Faites-vous ici des allusions à ce qui se passe aujourd’hui ?

Absolument, bien sûr. Car dans le contexte actuel, la série résonne autrement. Le contexte du lieu et du temps est essentiel pour une œuvre d’art. Ce n’est pas la même chose de les avoir exposées en 2009, avant les crises financières mondiales qui ont atteint l’Ukraine en 2010, et de la présenter maintenant, alors que nous vivons une période où nous devons contenir tant de choses en nous : se maîtriser, garder l’équilibre, ne pas tout dire — mais ressentir intensément, à la fois physiquement et intérieurement. C’est pour cela que j’ai voulu montrer cette série, précisément ici, à l’Opéra, un lieu où le public vient ouvert à l’art et à la création. Je crois que Les Chantants ont trouvé ici leur juste place, à ce moment précis du temps. »

 

 

Quelques jours plus tard, jour de la fête des artistes célébrée en Ukraine, Serhij Savchenko a publié sur Facebook un texte, un cri lucide sur la mission de l’artiste et sa condition. C’est comme si les figures rondes et si colorées, les chœurs de sa série « Les chantants » nous lançaient ce cri vibrant : « Prenez soins des artistes et respectez leur travail ! »

 

 

Le jour où, une fois par an, apparaissent soudainement les félicitations pour la Journée des artistes, et sur fond d’une incroyable hyperactivité du soi-disant intérêt pour l’art — avec l’apparition de centres artistiques presque aussi rapides que celle des restaurants — on aimerait poser la question : comment vivent (ou survivent) ces « créatures fantastiques » que sont les artistes ? Où travaillent-ils ? À quoi ressemblent leurs « usines » et leurs « productions », autrement dit, les ateliers de l’industrie culturelle contemporaine ? Où et comment tout cela se crée-t-il ? À quel prix ? Comment y parviennent-ils dans une société où la profession d’artiste reste encore étrange, pleine d’impraticabilités et d’illogismes ? Dans une société où la seule source de survie matérielle pour un artiste indépendant est la bonne volonté d’un acheteur ou d’un client — c’est-à-dire la vente de ses propres œuvres.

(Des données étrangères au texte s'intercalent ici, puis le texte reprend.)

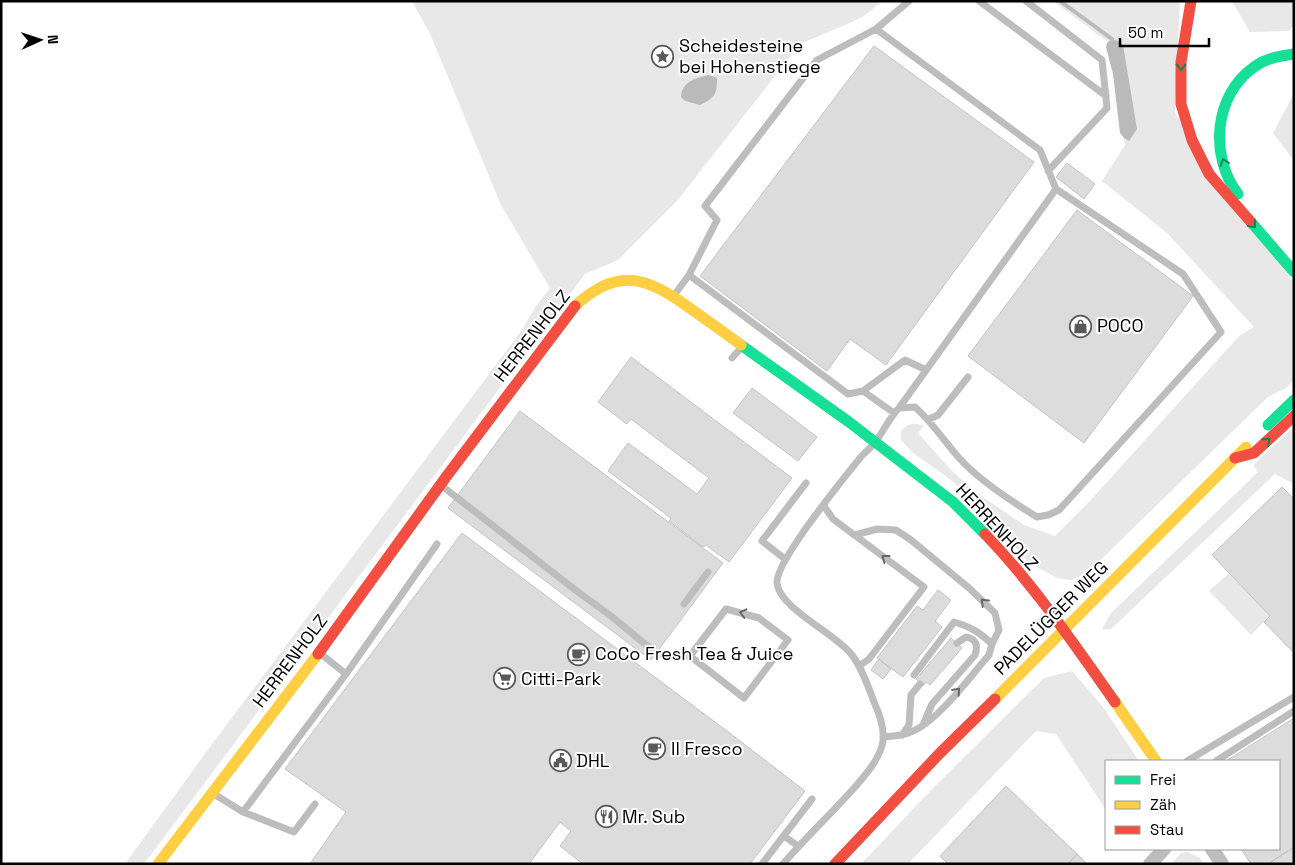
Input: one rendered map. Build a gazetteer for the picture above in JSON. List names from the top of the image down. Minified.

Où les bourses et subventions de création transparentes et accessibles sont connues comme un Graal mythique : tout le monde en parle, personne ne les a vues.

 

 

Combien, parmi les créateurs de ces nombreux centres culturels somptueux, rénovés avec un faste extrême, se sont demandé où, comment et par qui se fabrique toute cette diversité de « produits » artistiques ?
Entend-on parler de résidences-ateliers, de financements de production, d’un véritable système de collection ?
Combien de fois entend-on parler d’un cachet pour l’artiste participant à une exposition ? Bien souvent, ce « détail » n’est même pas prévu par les budgets ni par les managers…

 

 

L’art serait-il comme les champignons : poussant seuls dans une forêt accessible à quiconque possède un panier, un couteau et du flair ?
Comment un artiste peut-il créer du nouveau tout en investissant sans cesse dans un « start-up » qui n’aura de sens que lorsqu’il sera compris — plus tard ?
Combien de temps avant que notre champ artistique, déjà épuisé par la conjoncture et la répétition, ne devienne si misérablement pauvre que cela saute aux yeux, même hors du milieu professionnel ?

 

 

Quand, enfin, au lieu d’imiter un développement artistique et de traiter la création honnête de manière utilitaire, verrons-nous au moins un peu de volonté de prendre soin de ceux vers qui vous vous tournez quand tout s’effondre — quand les sens se perdent, quand il faut de nouvelles idées, quand la vie devient simplement insupportable ?

 

 

Les artistes sont des gens travailleurs et discrets.
Plus un artiste est profond, plus il est humble.
Beaucoup de nos collègues combattent et meurent actuellement à la guerre, laissant leurs ateliers vides pour une durée indéterminée, traversant une pause anormale, une sorte de vide dans leur soi-disant « carrière artistique ».
Que les attendra-t-il à leur retour ?
Les retrouverons-nous face au même marché de l’art agressif, ce soi-disant « art market », qui, chaque jour, comme une vidéo générée par l’IA, produit de nouvelles « cringes » et pirouettes absurdes ?

 

 

Et vous savez… les artistes continueront toujours à faire leur travail, car ils ne peuvent pas faire autrement.
Prendre soin d’eux et respecter leur travail — pas seulement en paroles, sans imitation — c’est le chemin le plus simple vers votre propre noblesse.